Com o advento da informática surgem as edições Livros de Papel e Libri Impressi. Desta nova e última fase sublinho o já citado Foster e Val, Os Trabalhos e os Dias do Criador de ‘Prince Valiant’ e as extraordinárias reconstruções, admiradas internacionalmente, sobretudo em Espanha, do inevitável Príncipe Valente de Hal Foster (nunca ninguém tinha verdadeiramente visto os desenhos de Foster antes da reconstrução levada a cabo por Manuel Caldas). A publicação a cores de Lance de Warren Tufts é também absolutamente notável. Para além disso há também a referir o humor com as séries Hagar, O Horrendo de Dik Browne e Ferd’nand de Mik ou, ainda, com desenhos de Hal Foster, o seu seminal Tarzan dos Macacos. Nas notas finais do referido livro Manuel Caldas escreveu: “Argumentar-se-á que não se justifica tanto trabalho para se poder ter das coisas uma visão melhorada apenas um pouco. Depende da proximidade a que ficarmos da plena visão dessa coisa. Depende, no fundo, de com quanto se satisfaz o nosso espírito. Mas se não nos aproximarmos das coisas nunca as veremos melhor.” O Manel percebe que os outros podem não sentir a mesma paixão que ele sente pelas obras que restaura e tem necessidade de se justificar.

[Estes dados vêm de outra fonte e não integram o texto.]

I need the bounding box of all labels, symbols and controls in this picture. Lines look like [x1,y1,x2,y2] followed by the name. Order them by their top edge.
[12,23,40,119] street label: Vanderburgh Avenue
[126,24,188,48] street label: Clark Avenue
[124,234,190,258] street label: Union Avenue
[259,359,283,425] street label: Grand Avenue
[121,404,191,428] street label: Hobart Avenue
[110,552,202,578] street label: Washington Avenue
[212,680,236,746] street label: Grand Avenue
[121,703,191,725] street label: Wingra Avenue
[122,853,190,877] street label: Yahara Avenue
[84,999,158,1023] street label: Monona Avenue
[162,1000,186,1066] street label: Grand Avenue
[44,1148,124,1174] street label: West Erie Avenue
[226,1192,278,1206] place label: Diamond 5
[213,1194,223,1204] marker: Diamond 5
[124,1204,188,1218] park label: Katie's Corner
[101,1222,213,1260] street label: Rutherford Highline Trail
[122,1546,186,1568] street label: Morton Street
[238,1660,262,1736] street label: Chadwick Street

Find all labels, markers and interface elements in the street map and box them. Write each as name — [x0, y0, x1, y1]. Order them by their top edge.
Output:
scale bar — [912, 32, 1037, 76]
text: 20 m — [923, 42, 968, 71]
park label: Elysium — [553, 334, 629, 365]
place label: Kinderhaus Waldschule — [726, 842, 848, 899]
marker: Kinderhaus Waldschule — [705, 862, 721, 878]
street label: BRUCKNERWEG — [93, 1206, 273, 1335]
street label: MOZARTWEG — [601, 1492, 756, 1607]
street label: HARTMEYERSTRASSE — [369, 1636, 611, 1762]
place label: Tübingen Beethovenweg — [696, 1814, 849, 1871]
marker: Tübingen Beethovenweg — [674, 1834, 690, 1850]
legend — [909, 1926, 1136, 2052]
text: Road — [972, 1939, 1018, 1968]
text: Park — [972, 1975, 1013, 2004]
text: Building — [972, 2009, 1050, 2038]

Como todos os visionários antes dele há momentos em que a incompreensão e o desalento o devem assaltar, sobretudo num mundo, como ele diz: onde há uma “classe em vias de extinção [a] dos que ainda compram e lêem livros de banda desenhada”. Somos cada vez menos e isso, infelizmente, é um facto insofismável…
Setembro de 2009.
Nos anos mais próximos o Manel também publicou dois clássicos norte-americanos em restauro exemplar: Krazy + Ignatz + Pupp de George Herriman (com tradução de João Ramalho Santos) e Os meninos Kin-Der de Lyonel Feininger (em formato tablóide!). Mas termino com um livrinho que me é caro, um dos raros a ser publicado duas vezes nas duas fases da vida de editor de Manuel Caldas: Dot e Dash de Cliff Sterrett (na primeira versão a preto e branco), Dot & Dash (na segunda a cores). Escrevi a introdução com o título mais simples em tempos mais simples: “A Poética da Simplicidade”, título esse actualizado para ““Dot & Dash”: a Poética da Simplicidade” na edição mais recente a qual tem o meu texto traduzido para duas línguas estrangeiras, inglês e espanhol (castelhano). (Lamento que no último caso haja uma gralha em “simplicidad”.) Não é aqui o lugar para defender um texto, que escrevi há já dezassete anos, do ataque cerrado que lhe foi dirigido por um dos cronistas do Jornal de Letras. Direi apenas que, como é óbvio para quem ler o que vou escrevendo, se me afastei de um certo gosto nostálgico pela banda desenhada infantil ou infantilizante mantenho as ideias que expressei no velho texto em causa, como é também óbvio ou, caso contrário, é de bom senso pensar-se que não permitiria a sua republicação.
Março de 1994.
Outubro de 2010.
Finalmente quero falar do projecto comum que não se concretizou (ninguém sabe quem detem os direitos dos desenhos): o meu muito admirado "Randall: The Killer", dos grandes Héctor Germán Oesterheld e Arturo del Castillo. São sobretudo quatro episódios publicados na modesta revistinha argentina
Hora Cero Suplemento Semanal no final dos anos 50 e que nunca foram, que eu saiba, reeditados (a não ser quase contemporaneamente, e duvido que estejamos a falar de toda a série, no Reino Unido com o título de
Ringo; ao facto se ficou a dever o pseudónimo do beatle Ringo Starr). Outras reedições com o título
Randall não passam de confusão com outras séries do Oeste em que del Castillo participou:
Garrett ou
Madigan,
Don Rover ou
Dan Dakota,
Kendall ou
Larrigan,
Joe Barrow ou
Bannister,
El Cobra ou
“Loco” Sexton (um dia gostaria de ver alguém desemaranhar este novelo).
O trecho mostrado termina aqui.